Data excerpts:
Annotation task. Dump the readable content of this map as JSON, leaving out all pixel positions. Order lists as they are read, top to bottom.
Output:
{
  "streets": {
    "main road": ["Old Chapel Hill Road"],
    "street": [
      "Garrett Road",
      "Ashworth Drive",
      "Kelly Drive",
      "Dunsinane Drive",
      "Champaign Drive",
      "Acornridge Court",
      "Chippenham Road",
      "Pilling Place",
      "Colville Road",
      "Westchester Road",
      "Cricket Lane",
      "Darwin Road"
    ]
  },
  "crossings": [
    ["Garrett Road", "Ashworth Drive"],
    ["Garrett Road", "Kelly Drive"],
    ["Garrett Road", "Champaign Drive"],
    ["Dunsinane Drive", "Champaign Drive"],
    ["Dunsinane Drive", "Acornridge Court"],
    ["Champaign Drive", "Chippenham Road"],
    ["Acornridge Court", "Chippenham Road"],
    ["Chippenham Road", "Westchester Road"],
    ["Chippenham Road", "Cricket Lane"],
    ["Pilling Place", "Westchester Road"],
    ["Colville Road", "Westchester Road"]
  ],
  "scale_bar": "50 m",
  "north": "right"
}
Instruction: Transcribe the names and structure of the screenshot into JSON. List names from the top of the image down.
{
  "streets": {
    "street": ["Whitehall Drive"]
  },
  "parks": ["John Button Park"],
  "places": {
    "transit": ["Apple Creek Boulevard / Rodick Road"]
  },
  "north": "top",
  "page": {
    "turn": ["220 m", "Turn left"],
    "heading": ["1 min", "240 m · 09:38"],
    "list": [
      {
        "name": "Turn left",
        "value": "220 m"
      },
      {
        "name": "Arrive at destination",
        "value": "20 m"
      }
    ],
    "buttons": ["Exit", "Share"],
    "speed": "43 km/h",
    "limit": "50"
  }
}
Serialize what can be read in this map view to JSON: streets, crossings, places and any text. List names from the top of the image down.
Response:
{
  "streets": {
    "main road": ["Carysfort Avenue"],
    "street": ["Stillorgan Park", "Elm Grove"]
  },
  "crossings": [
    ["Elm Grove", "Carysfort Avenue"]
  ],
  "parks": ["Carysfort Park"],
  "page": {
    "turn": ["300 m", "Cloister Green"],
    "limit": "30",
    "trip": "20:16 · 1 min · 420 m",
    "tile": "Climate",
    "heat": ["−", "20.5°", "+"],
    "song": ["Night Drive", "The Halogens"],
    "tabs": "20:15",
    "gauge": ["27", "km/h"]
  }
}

=== GOAL OF THE EXERCISE ===
The lines to copy run from the first line of the entries to the line containing "Serialize what can"; copy them exactly and output nothing else.

=== OUTPUT FOR THIS TASK ===
Annotation task. Dump the readable content of this map as JSON, leaving out all pixel positions. Order lists as they are read, top to bottom.
Output:
{
  "streets": {
    "main road": ["Old Chapel Hill Road"],
    "street": [
      "Garrett Road",
      "Ashworth Drive",
      "Kelly Drive",
      "Dunsinane Drive",
      "Champaign Drive",
      "Acornridge Court",
      "Chippenham Road",
      "Pilling Place",
      "Colville Road",
      "Westchester Road",
      "Cricket Lane",
      "Darwin Road"
    ]
  },
  "crossings": [
    ["Garrett Road", "Ashworth Drive"],
    ["Garrett Road", "Kelly Drive"],
    ["Garrett Road", "Champaign Drive"],
    ["Dunsinane Drive", "Champaign Drive"],
    ["Dunsinane Drive", "Acornridge Court"],
    ["Champaign Drive", "Chippenham Road"],
    ["Acornridge Court", "Chippenham Road"],
    ["Chippenham Road", "Westchester Road"],
    ["Chippenham Road", "Cricket Lane"],
    ["Pilling Place", "Westchester Road"],
    ["Colville Road", "Westchester Road"]
  ],
  "scale_bar": "50 m",
  "north": "right"
}
Instruction: Transcribe the names and structure of the screenshot into JSON. List names from the top of the image down.
{
  "streets": {
    "street": ["Whitehall Drive"]
  },
  "parks": ["John Button Park"],
  "places": {
    "transit": ["Apple Creek Boulevard / Rodick Road"]
  },
  "north": "top",
  "page": {
    "turn": ["220 m", "Turn left"],
    "heading": ["1 min", "240 m · 09:38"],
    "list": [
      {
        "name": "Turn left",
        "value": "220 m"
      },
      {
        "name": "Arrive at destination",
        "value": "20 m"
      }
    ],
    "buttons": ["Exit", "Share"],
    "speed": "43 km/h",
    "limit": "50"
  }
}
Serialize what can be read in this map view to JSON: streets, crossings, places and any text. List names from the top of the image down.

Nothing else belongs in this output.